→ **Description of the task**: Only lines containing the string "above" belong in the answer; find them in the records and copy them.

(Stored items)
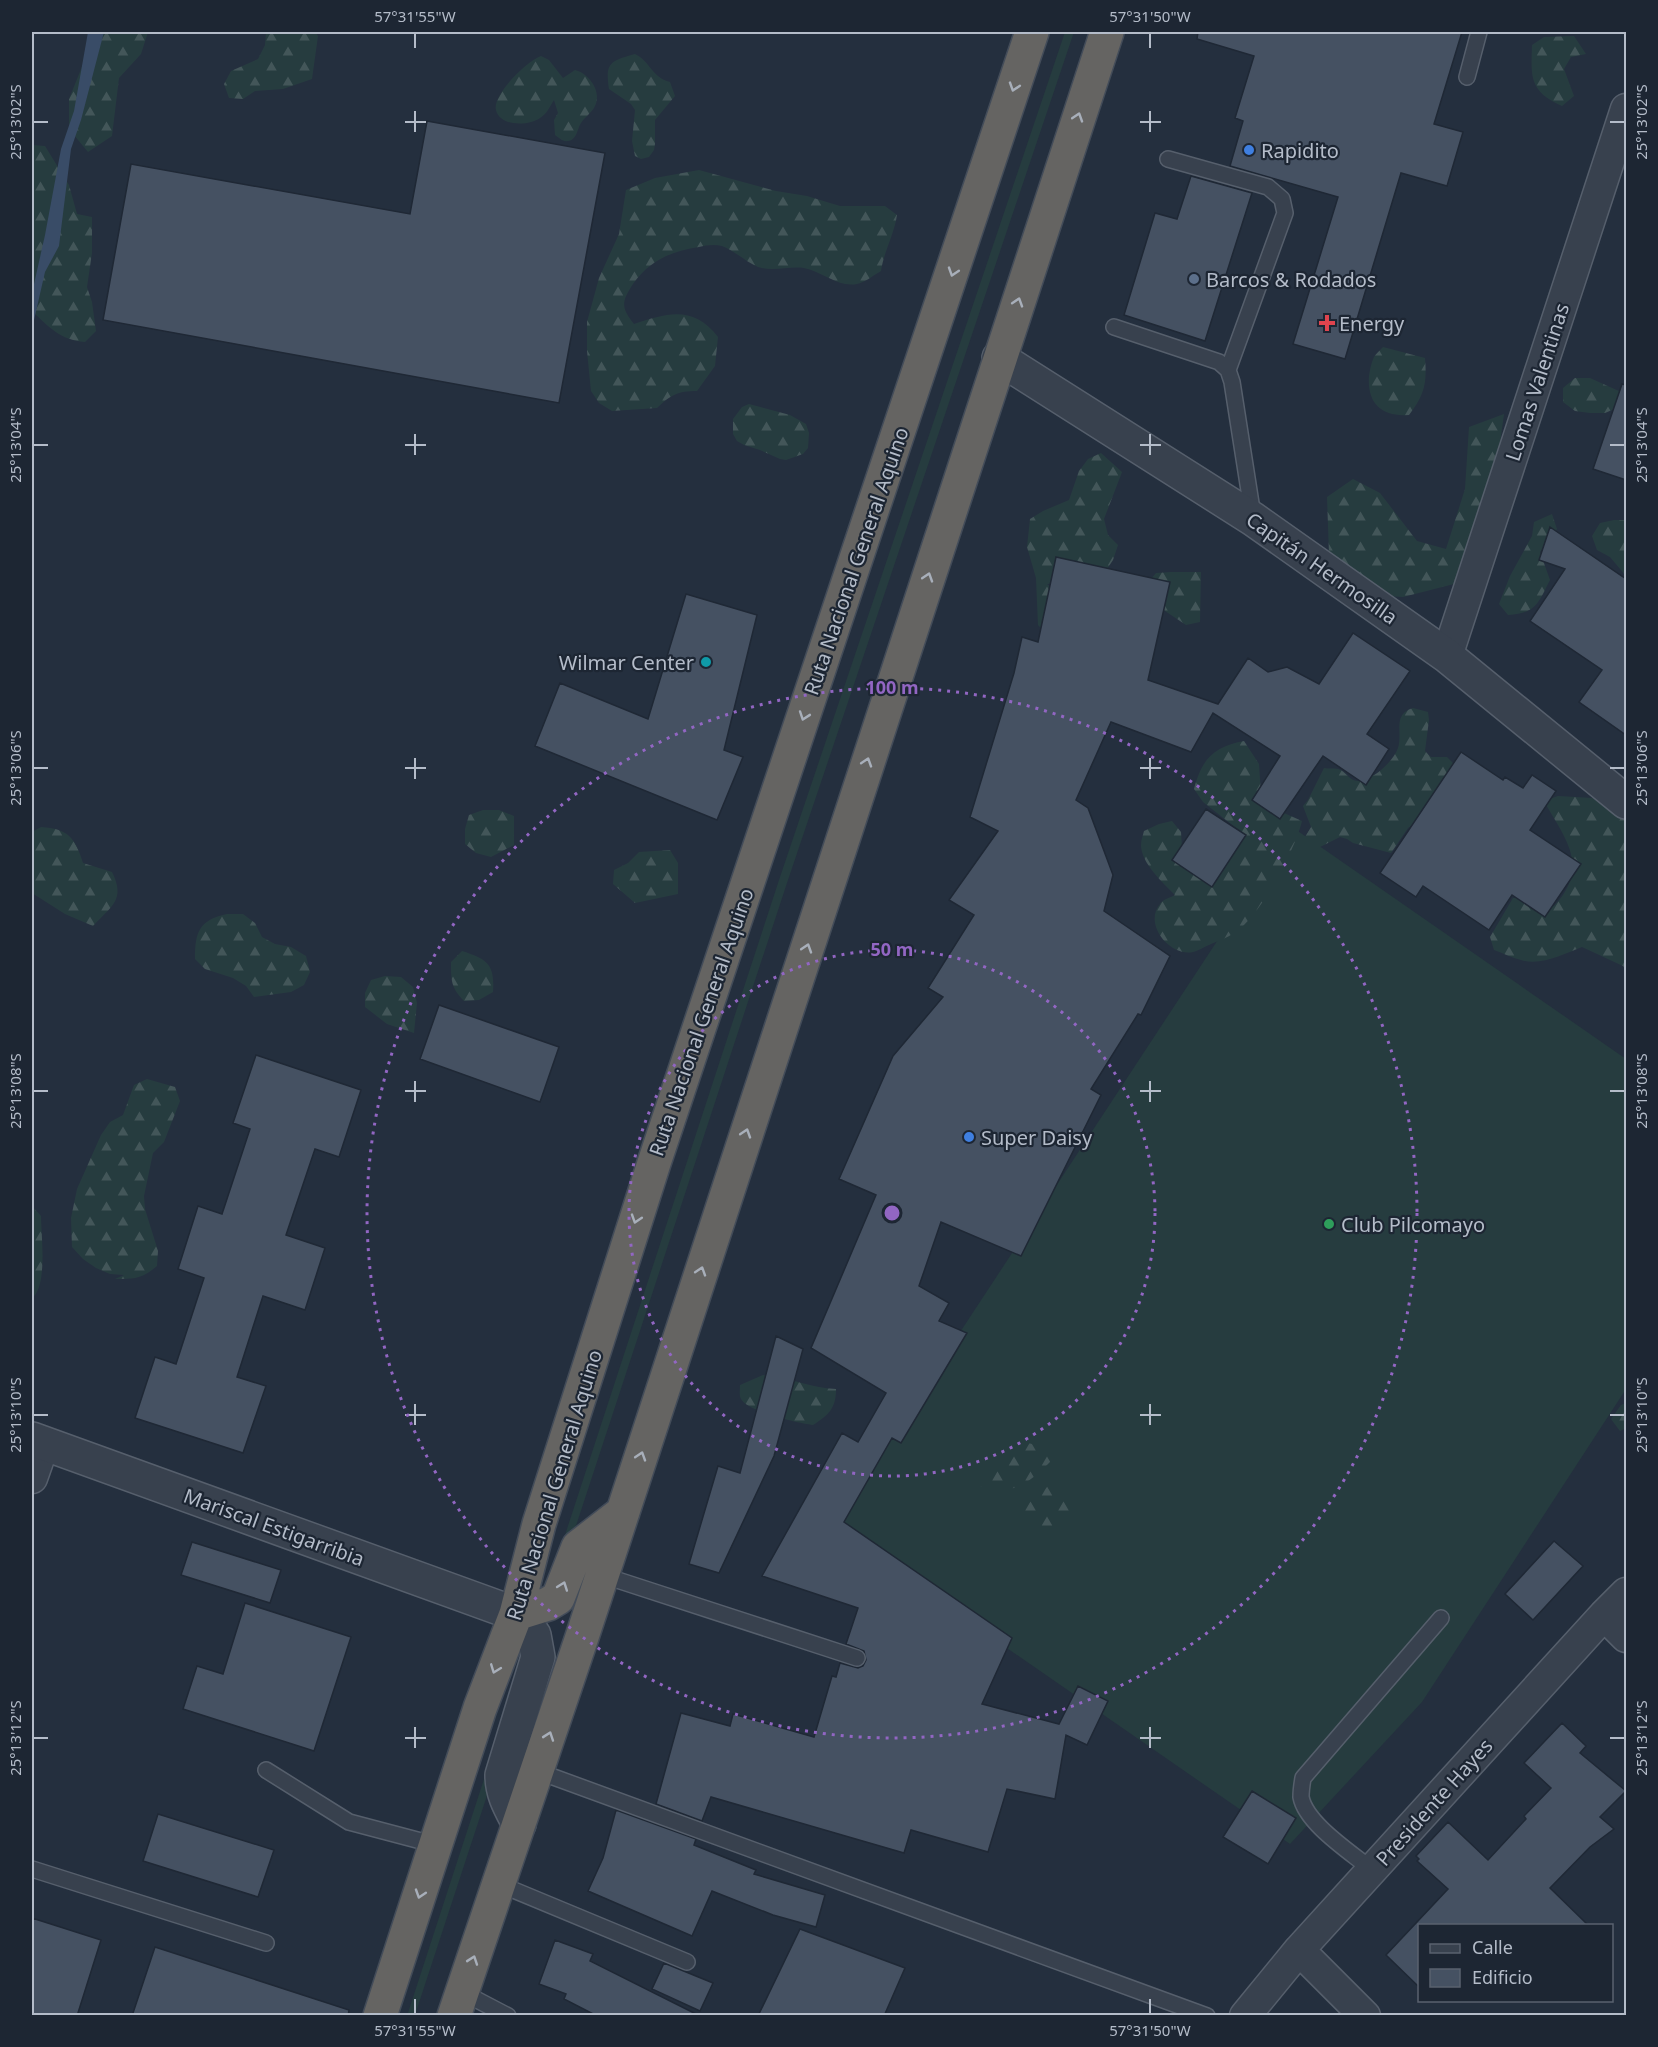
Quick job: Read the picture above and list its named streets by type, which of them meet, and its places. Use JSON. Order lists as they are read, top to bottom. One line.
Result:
{"streets":{"highway":["Ruta Nacional General Aquino"],"street":["Lomas Valentinas","Capitán Hermosilla","Mariscal Estigarribia","Presidente Hayes"]},"crossings":[["Lomas Valentinas","Capitán Hermosilla"],["Ruta Nacional General Aquino","Mariscal Estigarribia"]],"places":{"other":["Rapidito","Barcos & Rodados","Wilmar Center","Super Daisy","Club Pilcomayo"],"health":["Energy"]},"legend":["Calle","Edificio"],"coordinates":["57°31'55\"W","57°31'50\"W","25°13'02\"S","25°13'04\"S","25°13'06\"S","25°13'08\"S","25°13'10\"S","25°13'12\"S"],"rings":["100 m","50 m"]}
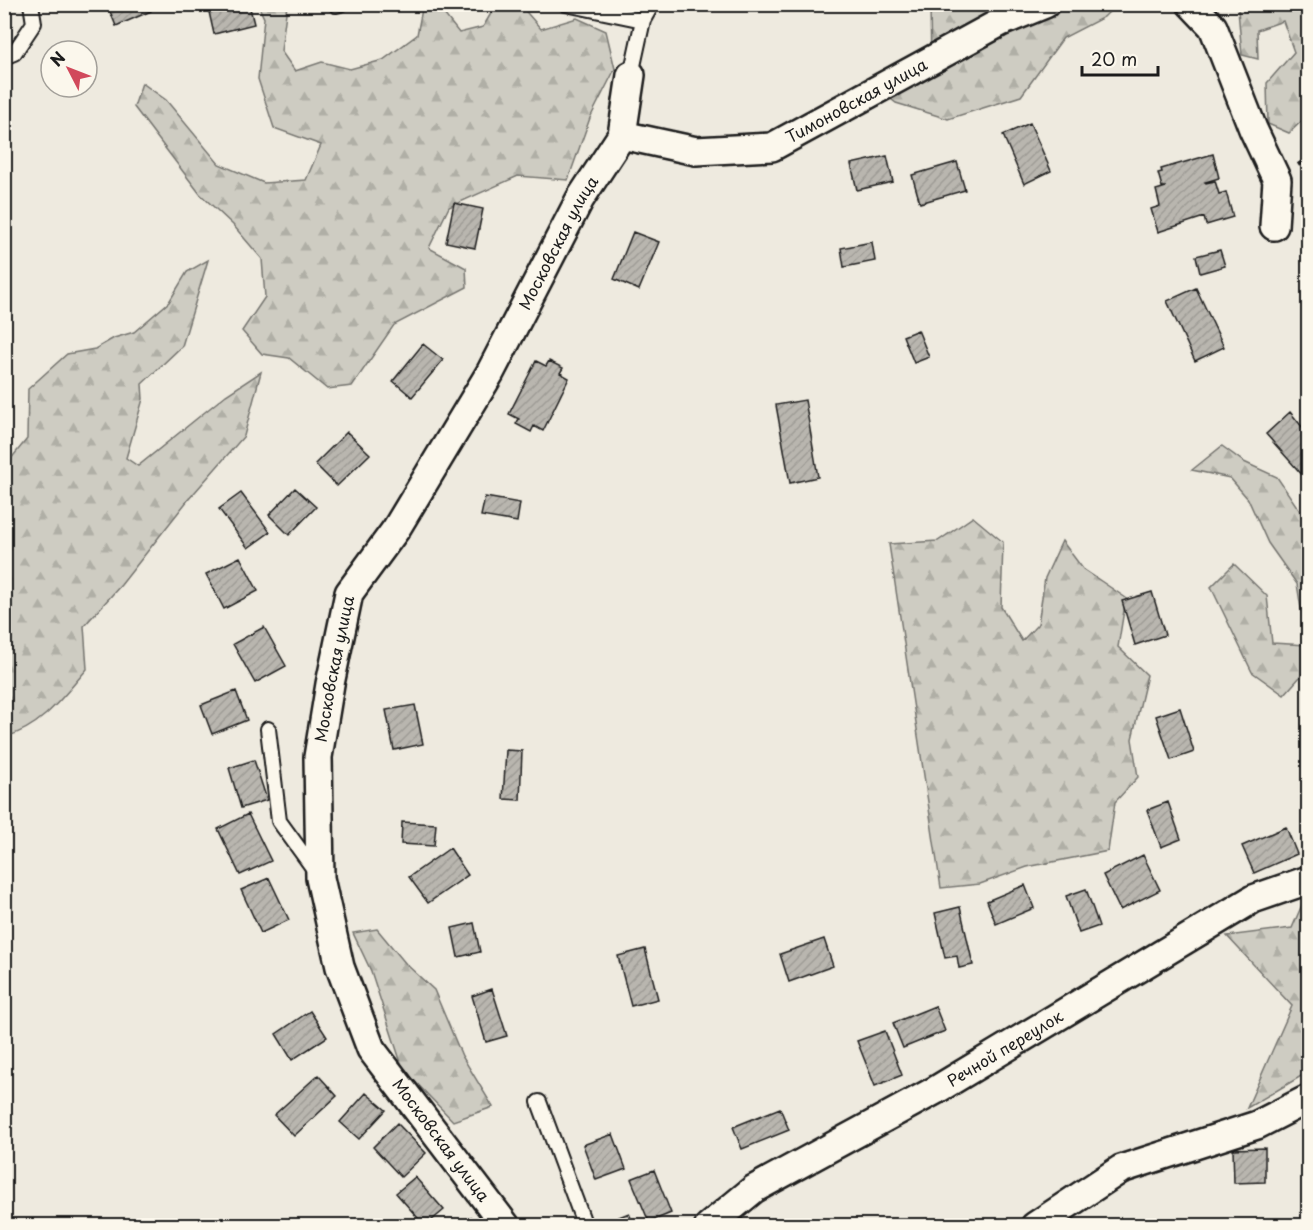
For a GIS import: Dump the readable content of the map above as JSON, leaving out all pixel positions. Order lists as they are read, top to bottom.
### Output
{
  "streets": {
    "street": ["Тимоновская улица", "Московская улица", "Речной переулок"]
  },
  "crossings": [
    ["Тимоновская улица", "Московская улица"]
  ],
  "scale_bar": "20 m",
  "north": "top left"
}
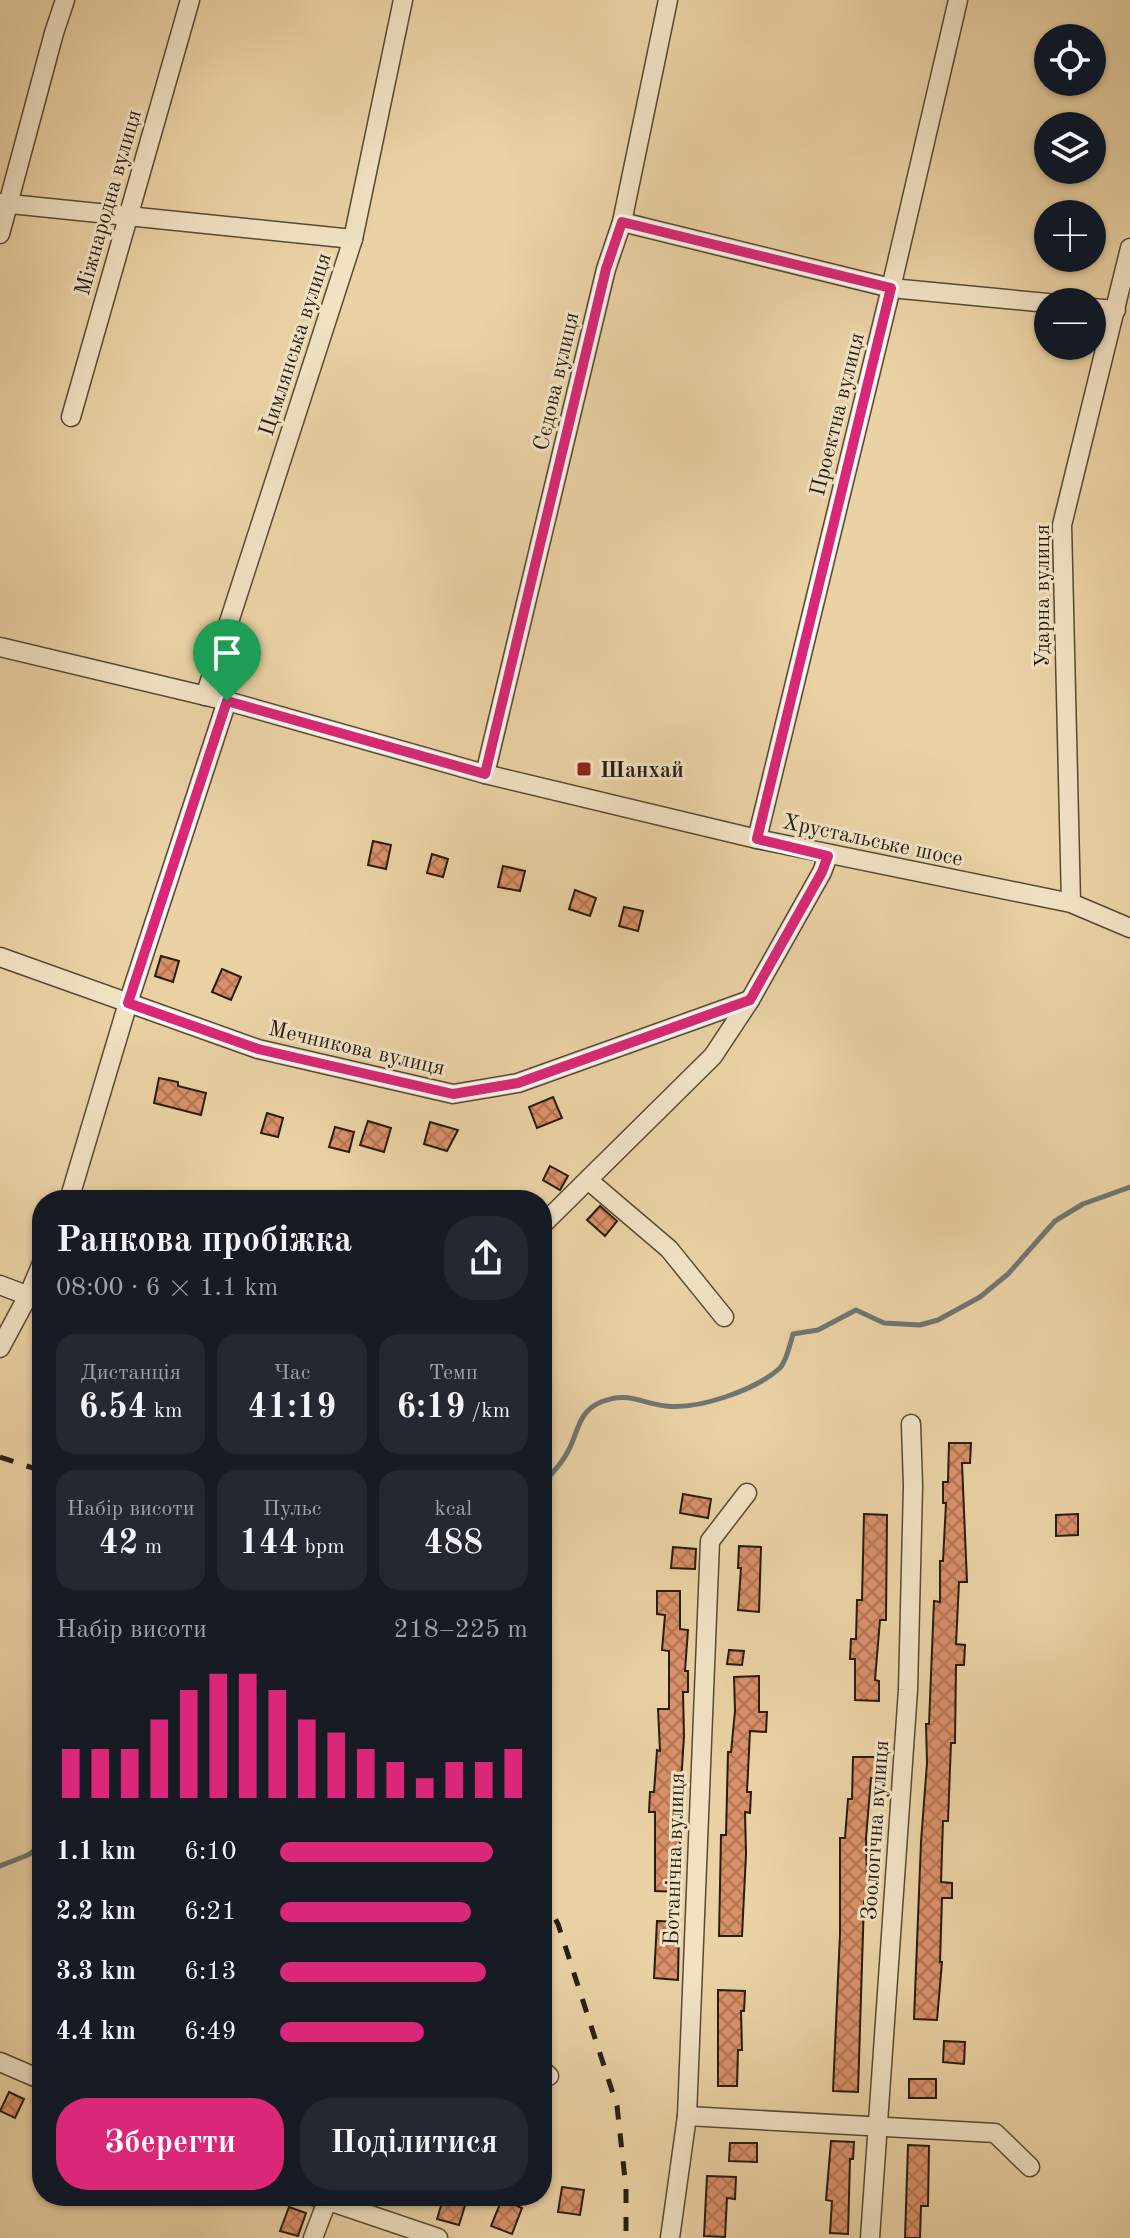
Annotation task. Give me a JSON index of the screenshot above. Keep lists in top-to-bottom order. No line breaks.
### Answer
{"streets":{"street":["Міжнародна вулиця","Цимлянська вулиця","Сєдова вулиця","Проектна вулиця","Ударна вулиця","Хрустальське шосе","Мечникова вулиця","Зоологічна вулиця","Ботанічна вулиця"]},"crossings":[["Цимлянська вулиця","Хрустальське шосе"],["Сєдова вулиця","Хрустальське шосе"],["Проектна вулиця","Хрустальське шосе"],["Ударна вулиця","Хрустальське шосе"]],"places":{"transit":["Шанхай"]},"page":{"map_buttons":["+","−"],"heading":["Ранкова пробіжка","08:00 · 6 × 1.1 km"],"stats":[["Дистанція","6.54 km"],["Час","41:19"],["Темп","6:19 /km"],["Набір висоти","42 m"],["Пульс","144 bpm"],["kcal","488"]],"chart":["Набір висоти","218–225 m"],"list":[{"name":"1.1 km","note":"6:10"},{"name":"2.2 km","note":"6:21"},{"name":"3.3 km","note":"6:13"},{"name":"4.4 km","note":"6:49"}],"buttons":["Зберегти","Поділитися"]}}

→ **Output for this exercise**:
Quick job: Read the picture above and list its named streets by type, which of them meet, and its places. Use JSON. Order lists as they are read, top to bottom. One line.
For a GIS import: Dump the readable content of the map above as JSON, leaving out all pixel positions. Order lists as they are read, top to bottom.
Annotation task. Give me a JSON index of the screenshot above. Keep lists in top-to-bottom order. No line breaks.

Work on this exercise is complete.